» Saved data entries
----
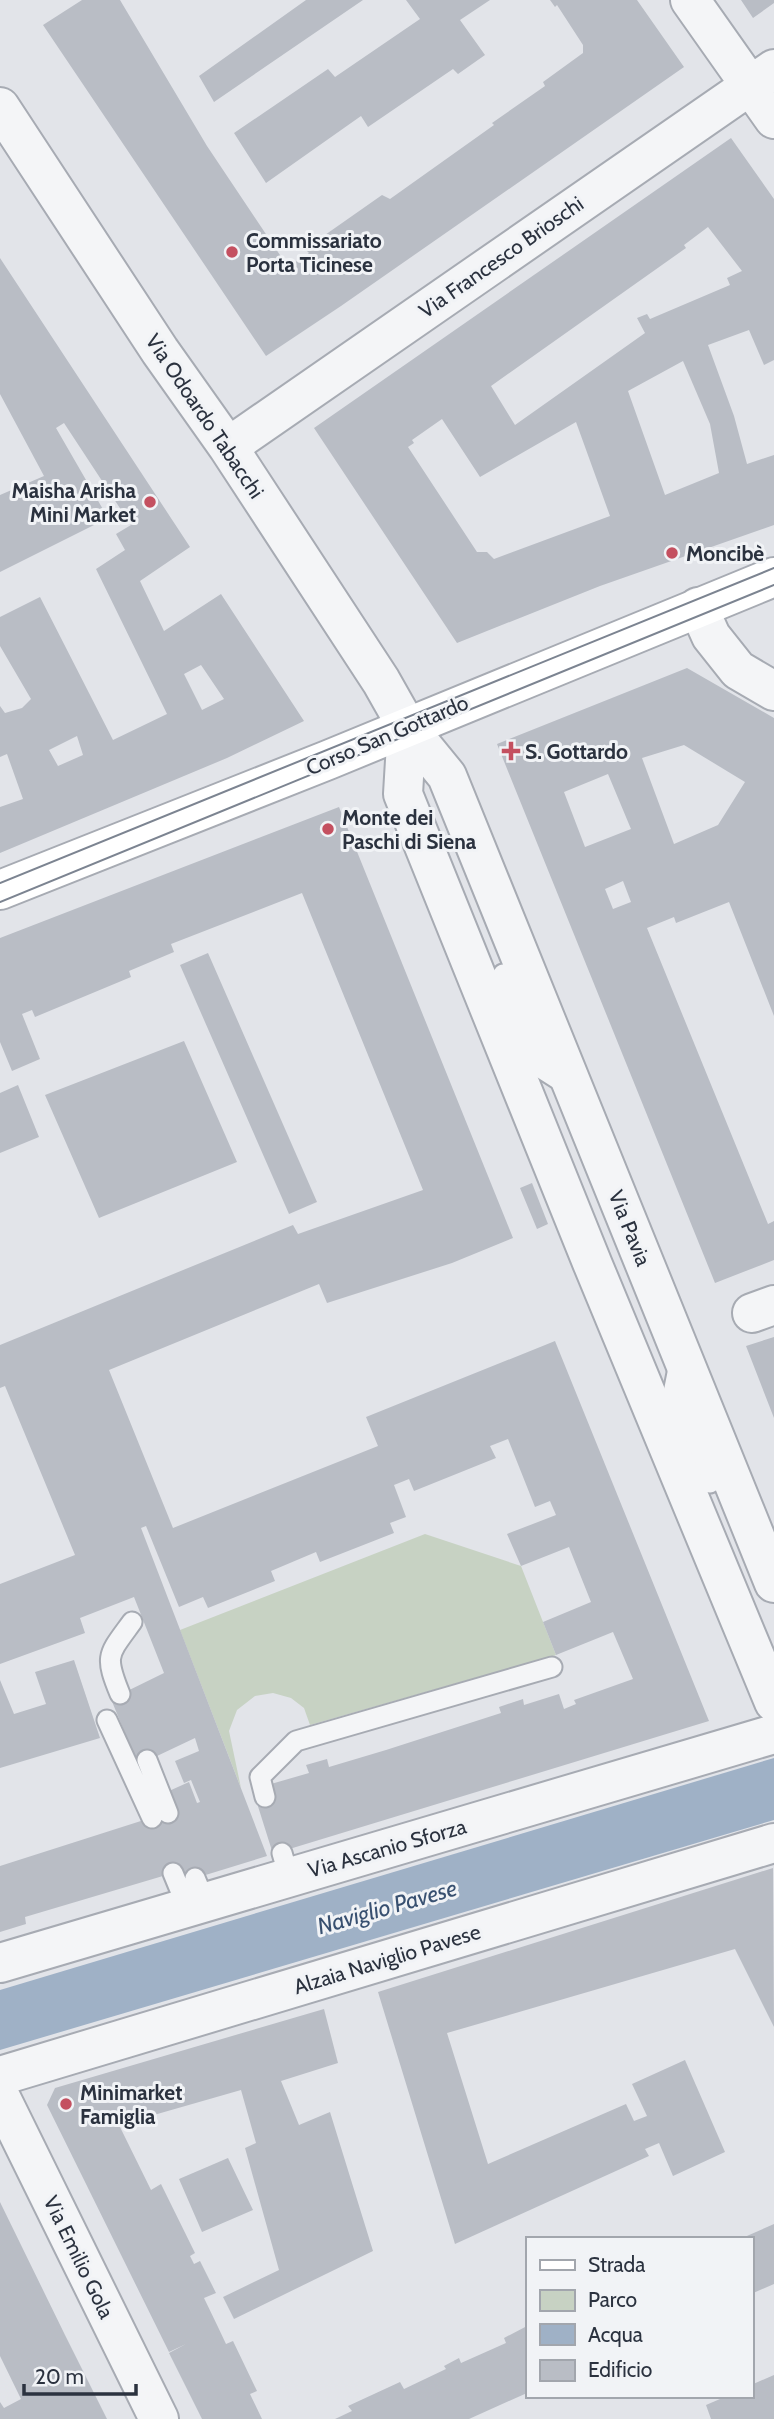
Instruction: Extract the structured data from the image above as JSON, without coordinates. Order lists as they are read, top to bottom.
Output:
{
  "streets": {
    "street": [
      "Via Francesco Brioschi",
      "Via Odoardo Tabacchi",
      "Corso San Gottardo",
      "Via Pavia",
      "Via Ascanio Sforza",
      "Alzaia Naviglio Pavese",
      "Via Emilio Gola"
    ]
  },
  "crossings": [
    ["Via Francesco Brioschi", "Via Odoardo Tabacchi"],
    ["Via Odoardo Tabacchi", "Corso San Gottardo"],
    ["Via Odoardo Tabacchi", "Via Pavia"],
    ["Corso San Gottardo", "Via Pavia"]
  ],
  "water": ["Naviglio Pavese"],
  "places": {
    "other": [
      "Commissariato Porta Ticinese",
      "Maisha Arisha Mini Market",
      "Moncibè",
      "Monte dei Paschi di Siena",
      "Minimarket Famiglia"
    ],
    "health": ["S. Gottardo"]
  },
  "legend": [
    "Strada",
    "Parco",
    "Acqua",
    "Edificio"
  ],
  "scale_bar": "20 m"
}
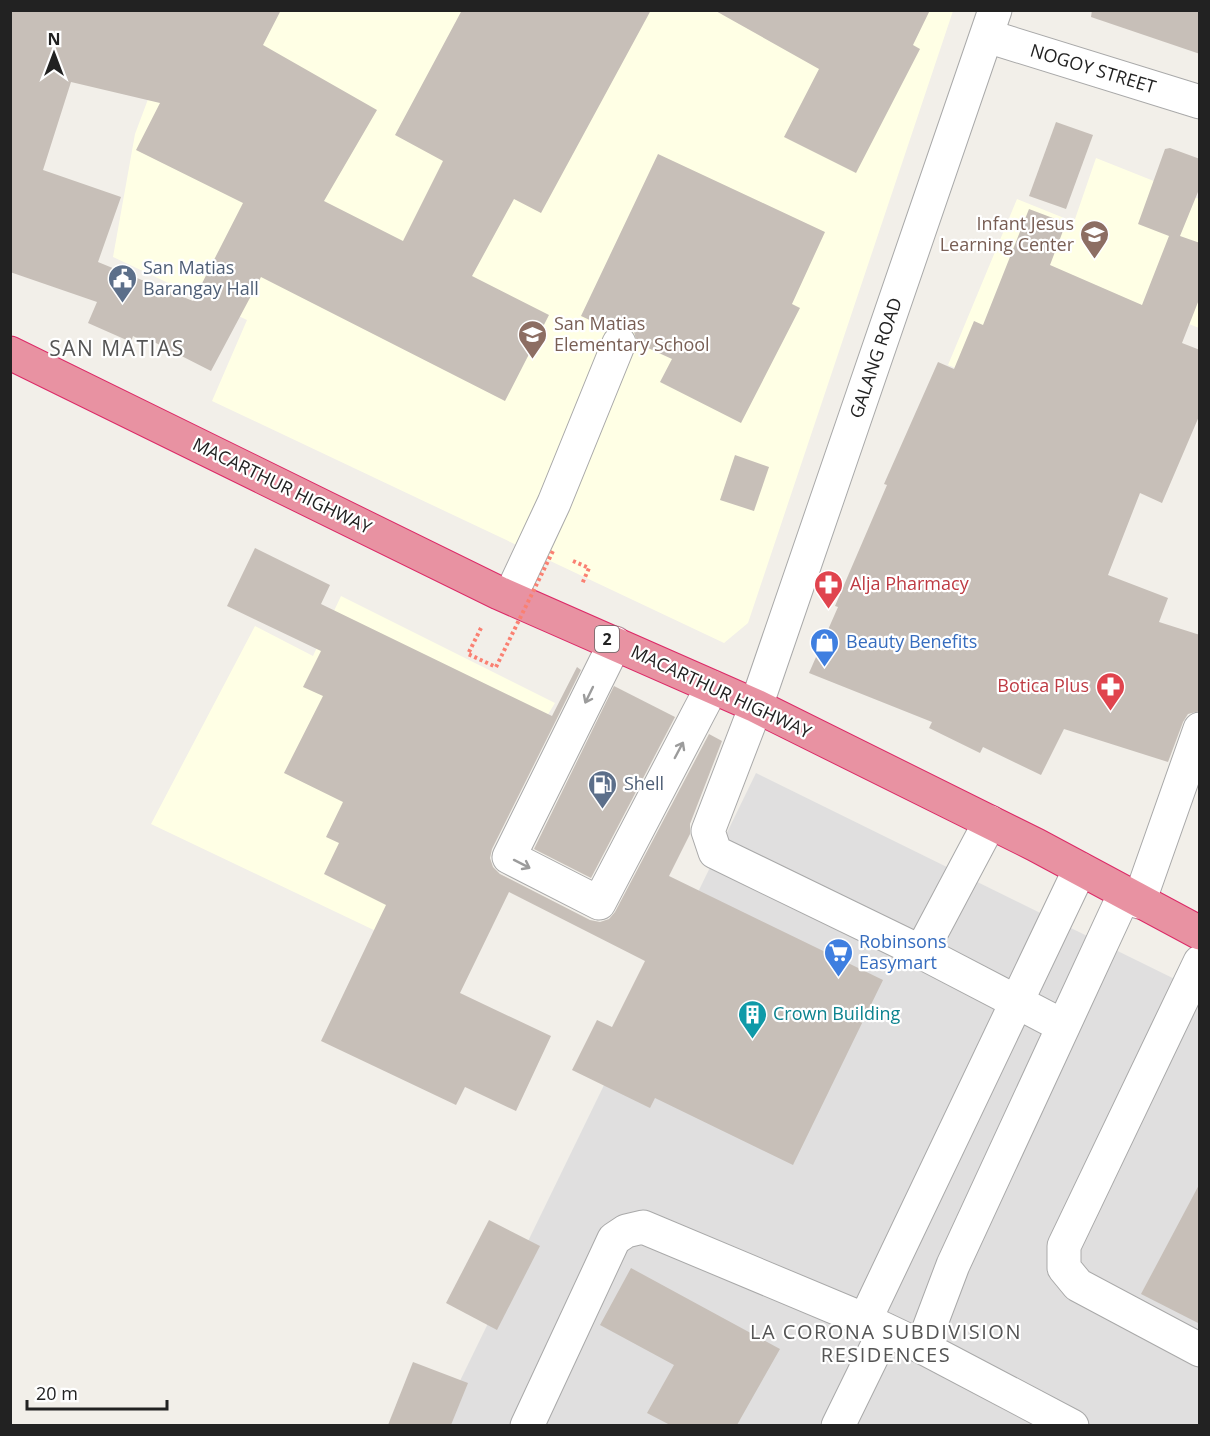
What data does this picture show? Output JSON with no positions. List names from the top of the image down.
----
» Problem
Without any pictures, return the entries exactly as given.

» Answer
Instruction: Extract the structured data from the image above as JSON, without coordinates. Order lists as they are read, top to bottom.
Output:
{
  "streets": {
    "street": [
      "Via Francesco Brioschi",
      "Via Odoardo Tabacchi",
      "Corso San Gottardo",
      "Via Pavia",
      "Via Ascanio Sforza",
      "Alzaia Naviglio Pavese",
      "Via Emilio Gola"
    ]
  },
  "crossings": [
    ["Via Francesco Brioschi", "Via Odoardo Tabacchi"],
    ["Via Odoardo Tabacchi", "Corso San Gottardo"],
    ["Via Odoardo Tabacchi", "Via Pavia"],
    ["Corso San Gottardo", "Via Pavia"]
  ],
  "water": ["Naviglio Pavese"],
  "places": {
    "other": [
      "Commissariato Porta Ticinese",
      "Maisha Arisha Mini Market",
      "Moncibè",
      "Monte dei Paschi di Siena",
      "Minimarket Famiglia"
    ],
    "health": ["S. Gottardo"]
  },
  "legend": [
    "Strada",
    "Parco",
    "Acqua",
    "Edificio"
  ],
  "scale_bar": "20 m"
}
What data does this picture show? Output JSON with no positions. List names from the top of the image down.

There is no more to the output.